--- Required action ---
Copy each line of the data beneath in which the word "color" appears.

═══ Provided data ═══

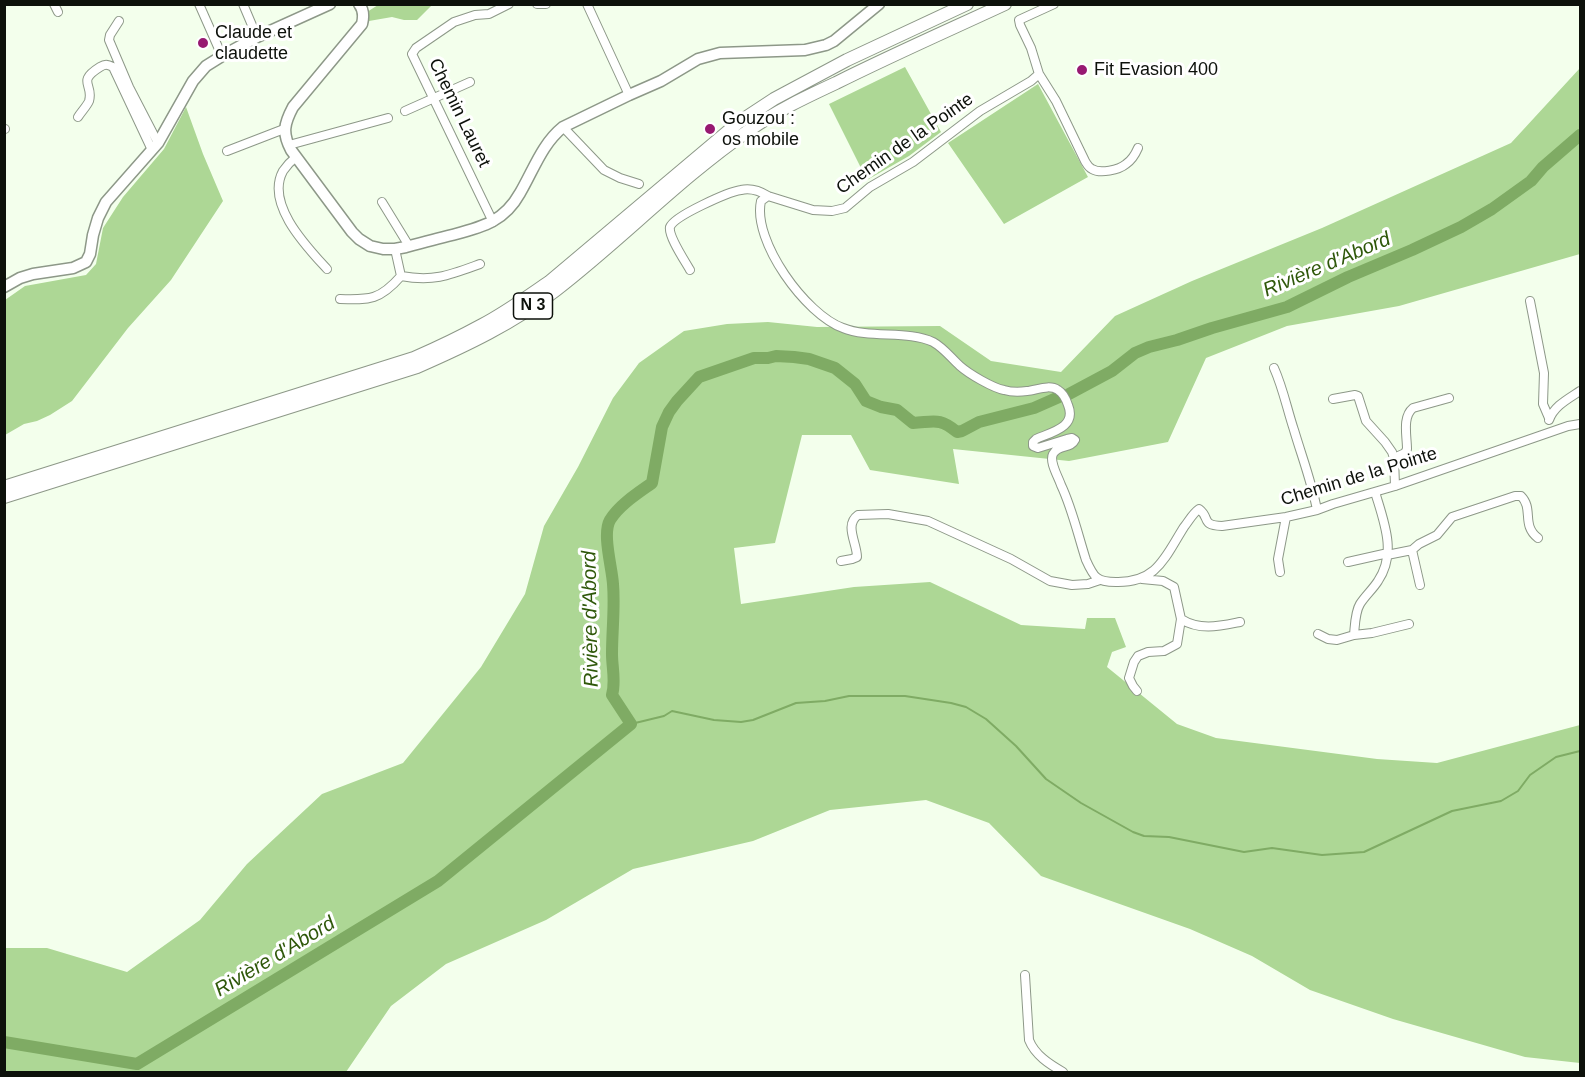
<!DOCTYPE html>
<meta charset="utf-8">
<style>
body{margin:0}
#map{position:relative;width:1585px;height:1077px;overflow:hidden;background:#f3ffec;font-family:Helvetica,sans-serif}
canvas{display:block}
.frame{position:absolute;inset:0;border:6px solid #0d110b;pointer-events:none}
</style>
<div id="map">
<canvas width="1585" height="1077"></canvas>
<div class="frame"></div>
</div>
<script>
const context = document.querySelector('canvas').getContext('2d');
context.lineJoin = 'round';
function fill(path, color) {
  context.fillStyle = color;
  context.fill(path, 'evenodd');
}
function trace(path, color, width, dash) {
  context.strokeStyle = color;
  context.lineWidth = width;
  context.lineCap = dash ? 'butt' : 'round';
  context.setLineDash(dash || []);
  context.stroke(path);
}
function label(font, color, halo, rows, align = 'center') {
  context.font = font + ' Helvetica,sans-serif';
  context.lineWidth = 6;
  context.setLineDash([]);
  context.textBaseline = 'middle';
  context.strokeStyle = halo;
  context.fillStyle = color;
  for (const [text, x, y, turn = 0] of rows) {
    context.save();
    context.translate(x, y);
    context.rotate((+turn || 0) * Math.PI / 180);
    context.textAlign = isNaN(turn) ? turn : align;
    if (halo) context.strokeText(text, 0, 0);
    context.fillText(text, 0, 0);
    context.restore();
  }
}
const green = new Path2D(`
 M 378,5 L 432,5 L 417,20 L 404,20 L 392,17 L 369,21 L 367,12 Z
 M 905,67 L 941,132 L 909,156 L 867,180 L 829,104 Z
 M 1580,68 L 1580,254 L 1399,306 L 1287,326 L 1206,358 L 1168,442 L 1069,461 L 953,449 L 959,484 L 870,470 L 851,435 L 802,435 L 775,543 L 734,548 L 741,604 L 854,587 L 930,582 L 1021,625 L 1085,629 L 1087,618 L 1115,618 L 1126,647 L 1112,652 L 1107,667 L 1177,724 L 1216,738 L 1377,759 L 1437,763 L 1580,725 L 1580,1063 L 1525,1057 L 1393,1019 L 1310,990 L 1252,956 L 1190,929 L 1041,876 L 989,823 L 926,800 L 830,810 L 753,841 L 633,869 L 546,920 L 446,964 L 391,1006 L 346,1072 L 5,1072 L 5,948 L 47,948 L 127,972 L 200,920 L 247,864 L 322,794 L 403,763 L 481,667 L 525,594 L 544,526 L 578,467 L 613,398 L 639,363 L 684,331 L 727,324 L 768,322 L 817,327 L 940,326 L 991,361 L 1061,372 L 1115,316 L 1192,281 L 1322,228 L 1511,143 Z
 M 1038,84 L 1088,177 L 1004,224 L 948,143 Z
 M 186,107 L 203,154 L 223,201 L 171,280 L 128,328 L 72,401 L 50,415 L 37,421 L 24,424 L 5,435 L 5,300 L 25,286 L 86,275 L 96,264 L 103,228 L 123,197 L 164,149 Z`);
const stream = new Path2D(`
 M 631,724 L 664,716 L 672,711 L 714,720 L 741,722 L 753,720 L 796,703 L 825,701 L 849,696 L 905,696 L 951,703 L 966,707 L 986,719 L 1016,746 L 1046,779 L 1081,803 L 1133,832 L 1144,836 L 1169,837 L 1244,852 L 1272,848 L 1322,855 L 1364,852 L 1452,811 L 1501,801 L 1518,791 L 1530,775 L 1556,757 L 1580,751`);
const river = new Path2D(`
 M 1069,394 L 1112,371 L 1135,353 L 1149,347 L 1177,340 L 1212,328 L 1287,307 L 1348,277 L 1412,250 L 1461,227 L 1492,209 L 1531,181 L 1543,167 L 1580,135
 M 4,1042 L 137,1064 L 438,881 L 631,724 L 612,695 C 616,681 612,668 612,654 C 612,630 615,607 613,584 C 612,567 602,534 610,520 C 619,505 638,493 652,483 L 662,427 L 669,412 L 677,401 L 699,377 L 754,358 L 768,358 L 776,356 L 794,357 L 809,359 L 835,368 L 855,384 L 866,401 L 881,407 L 897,410 L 913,423 C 934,422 939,417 957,432 L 962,431 L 979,422 L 1034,408 L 1059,397`);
const minor = new Path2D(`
 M 54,4 L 58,12
 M 199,4 L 222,56
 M 243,4 L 257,37
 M 537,4 L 546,4
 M 587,4 L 629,95
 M 119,21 L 110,35 L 109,40 L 129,87 L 158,143
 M 1039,74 L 1056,101 L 1085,161 C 1087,164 1088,167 1092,169 C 1100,174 1119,170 1126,164 C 1132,160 1135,155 1138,148
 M 405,111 L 470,82
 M 78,117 C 81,112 87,106 89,101 C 94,84 76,82 100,67 C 105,64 107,64 113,67 L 152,150
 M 563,127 L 604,170 L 620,178 L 639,184
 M 4,129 L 5,129
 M 289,145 L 388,118
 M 227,151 L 284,129
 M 296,157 C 291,161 287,165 283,171 C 265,204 307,247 327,269
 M 768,196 L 761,201 C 752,241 806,315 843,328 C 870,339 908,330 933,342 C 944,348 951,358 960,366 C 969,374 993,388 1004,390 C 1011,392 1020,392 1027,391 C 1037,390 1049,384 1058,390 C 1063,393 1066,399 1068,405 C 1077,427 1052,432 1036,439 L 1033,442 L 1033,446 L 1038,448 L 1067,439 L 1072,438 L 1075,440 C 1071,449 1058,444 1053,454 C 1049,462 1058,476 1061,485 C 1072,508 1078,535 1086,560 C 1094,578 1097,582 1116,582 C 1157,583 1165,557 1184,527 C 1189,521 1192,514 1199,509 C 1211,518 1200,525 1222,526 L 1286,517 L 1317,510 L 1333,504 L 1395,486 L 1568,426 L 1580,424
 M 382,202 L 409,246
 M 493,222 L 412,54 L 416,48 L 454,22 L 475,15 L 489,14 L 509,4
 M 395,249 L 401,276
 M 690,270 C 685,261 668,236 670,227 C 674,216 728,192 741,190 C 750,188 760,191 768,196 L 813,210 L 832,211 L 845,208 L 870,187 L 913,162 L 980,111 L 1031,81 L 1039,74 L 1031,48 L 1020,25 L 1019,20 L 1054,4
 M 340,299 C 370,300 380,300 401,276 C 434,282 450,275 480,264
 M 1530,301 L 1544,373 L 1543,404 L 1549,418
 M 1274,368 C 1283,388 1287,409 1294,430 C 1302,457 1312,483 1317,510
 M 1333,399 L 1355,395 L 1358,396 L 1366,421 L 1385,442 L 1392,452 L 1394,458 L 1395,486
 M 1549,420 C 1554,406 1568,399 1580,391
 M 1394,458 L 1405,453 L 1407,449 C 1407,436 1402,417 1413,408 L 1449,398
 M 1412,550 L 1419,544 L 1437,535 L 1452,517 L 1515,496 L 1521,496 C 1534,509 1521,525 1538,538
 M 1387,555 L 1412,550 L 1420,585
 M 841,561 L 852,559 L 857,557 C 857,543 844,525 858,515 L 888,514 L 928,521 L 1011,559 L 1050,581 L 1072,585 L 1088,584 L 1100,580
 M 1348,562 L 1388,553
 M 1280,572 L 1278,559 L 1286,517
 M 1142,579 L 1163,581 L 1174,587 L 1181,619 C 1200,631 1220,626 1240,622
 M 1318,634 L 1328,639 L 1337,640 L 1354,635 L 1372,633 L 1409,624
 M 1354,635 C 1355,625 1355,612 1360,604 C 1365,596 1373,589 1378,581 C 1397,553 1384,522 1375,492
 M 1137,691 L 1133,686 L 1129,678 L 1134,662 L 1138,656 L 1148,652 L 1164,651 L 1177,644 L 1181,619
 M 1025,975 L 1029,1040 C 1035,1055 1049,1064 1063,1072`);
const major = new Path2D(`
 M 359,4 C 364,10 364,16 362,24 L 293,107 C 284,124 282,133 291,150 L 352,232 L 359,239 L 370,246 L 383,249 L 395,249 L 406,247 C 421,243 436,239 452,235 C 482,227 504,222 520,193 C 534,169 542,144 563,127 L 629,95 L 661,81 L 698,59 L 720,53 L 805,50 L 826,45 L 834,41 L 879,4
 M 4,287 L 20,278 L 33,274 L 73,268 L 86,262 L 90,254 L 93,235 L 98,218 L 106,202 L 158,143 L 193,81 L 206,66 L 222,56 L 257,37 L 330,4`);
const highway = new Path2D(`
 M 4,487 L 414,358 C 437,348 460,337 482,325 C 505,313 527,297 549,282 L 739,122 L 774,99 L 847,60 L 967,4
 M 4,497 L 417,367 C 465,346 514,323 556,290 C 621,240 680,178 748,131 C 776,111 806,97 836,83 C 892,55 949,30 1005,4`);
const markers = [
 [203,43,6,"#971971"],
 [1082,70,6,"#971971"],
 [710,129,6,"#971971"]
];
const shields = [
 [533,306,39]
];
const shieldNames = [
 ["N 3",533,306]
];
const poiNames = [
 ["Claude et",215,33],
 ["claudette",215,54],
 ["Fit Evasion 400",1094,70],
 ["Gouzou :",722,119],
 ["os mobile",722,140]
];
const streetNames = [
 ["Chemin Lauret",459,113,64],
 ["Chemin de la Pointe",905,144,-35],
 ["Chemin de la Pointe",1359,477,-17]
];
const waterNames = [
 ["Rivière d'Abord",1327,265,-23],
 ["Rivière d'Abord",591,619,-91],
 ["Rivière d'Abord",275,957,-31]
];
fill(green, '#add795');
trace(stream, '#7fab64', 2);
trace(river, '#7fab64', 12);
trace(minor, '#8d9888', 10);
trace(major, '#8d9888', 13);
trace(highway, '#8d9888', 14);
trace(minor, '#fff', 8);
trace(major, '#fff', 10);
trace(highway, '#fff', 12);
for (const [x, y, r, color] of markers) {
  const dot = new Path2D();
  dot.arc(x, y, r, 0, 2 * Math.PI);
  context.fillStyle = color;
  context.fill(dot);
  trace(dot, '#fff', 2);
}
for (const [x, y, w] of shields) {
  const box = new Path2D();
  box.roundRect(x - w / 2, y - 13, w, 26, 4.5);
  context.fillStyle = '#fff';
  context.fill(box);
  trace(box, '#0d110b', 1.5);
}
label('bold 16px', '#0d110b', null, shieldNames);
label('18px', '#0d110b', '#fff', poiNames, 'left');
label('18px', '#0d110b', '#fff', streetNames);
label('italic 20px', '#2f580a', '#fff', waterNames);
</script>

═══

--- Reply ---
function fill(path, color) {
  context.fillStyle = color;
function trace(path, color, width, dash) {
  context.strokeStyle = color;
function label(font, color, halo, rows, align = 'center') {
  context.fillStyle = color;
for (const [x, y, r, color] of markers) {
  context.fillStyle = color;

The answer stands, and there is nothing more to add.